"""

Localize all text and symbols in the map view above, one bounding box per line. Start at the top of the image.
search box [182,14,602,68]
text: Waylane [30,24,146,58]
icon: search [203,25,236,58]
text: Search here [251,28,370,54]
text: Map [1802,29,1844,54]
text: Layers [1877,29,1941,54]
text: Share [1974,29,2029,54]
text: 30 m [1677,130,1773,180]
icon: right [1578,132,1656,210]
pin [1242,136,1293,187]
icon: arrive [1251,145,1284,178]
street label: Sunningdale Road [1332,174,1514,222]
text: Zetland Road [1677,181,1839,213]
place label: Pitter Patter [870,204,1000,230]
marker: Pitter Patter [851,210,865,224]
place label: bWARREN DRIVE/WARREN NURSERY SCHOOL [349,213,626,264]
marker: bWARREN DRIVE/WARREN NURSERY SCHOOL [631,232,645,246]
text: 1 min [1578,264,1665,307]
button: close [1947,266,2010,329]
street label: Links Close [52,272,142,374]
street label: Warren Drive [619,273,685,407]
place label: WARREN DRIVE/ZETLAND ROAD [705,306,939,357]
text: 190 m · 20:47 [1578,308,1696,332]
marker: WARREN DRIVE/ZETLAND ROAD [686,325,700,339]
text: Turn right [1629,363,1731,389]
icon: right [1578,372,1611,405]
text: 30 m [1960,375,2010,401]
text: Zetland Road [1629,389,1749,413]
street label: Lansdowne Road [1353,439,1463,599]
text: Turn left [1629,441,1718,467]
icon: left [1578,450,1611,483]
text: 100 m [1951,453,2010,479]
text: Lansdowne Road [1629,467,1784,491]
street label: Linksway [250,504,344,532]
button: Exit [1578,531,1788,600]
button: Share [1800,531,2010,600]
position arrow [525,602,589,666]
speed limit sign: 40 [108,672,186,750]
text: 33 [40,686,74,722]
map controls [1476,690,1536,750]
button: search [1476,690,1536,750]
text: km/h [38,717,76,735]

"""

# Exercise brief
Whenever "button" occurs in a line of the entries, copy that line.

# Solved problem
button: close [1947,266,2010,329]
button: Exit [1578,531,1788,600]
button: Share [1800,531,2010,600]
button: search [1476,690,1536,750]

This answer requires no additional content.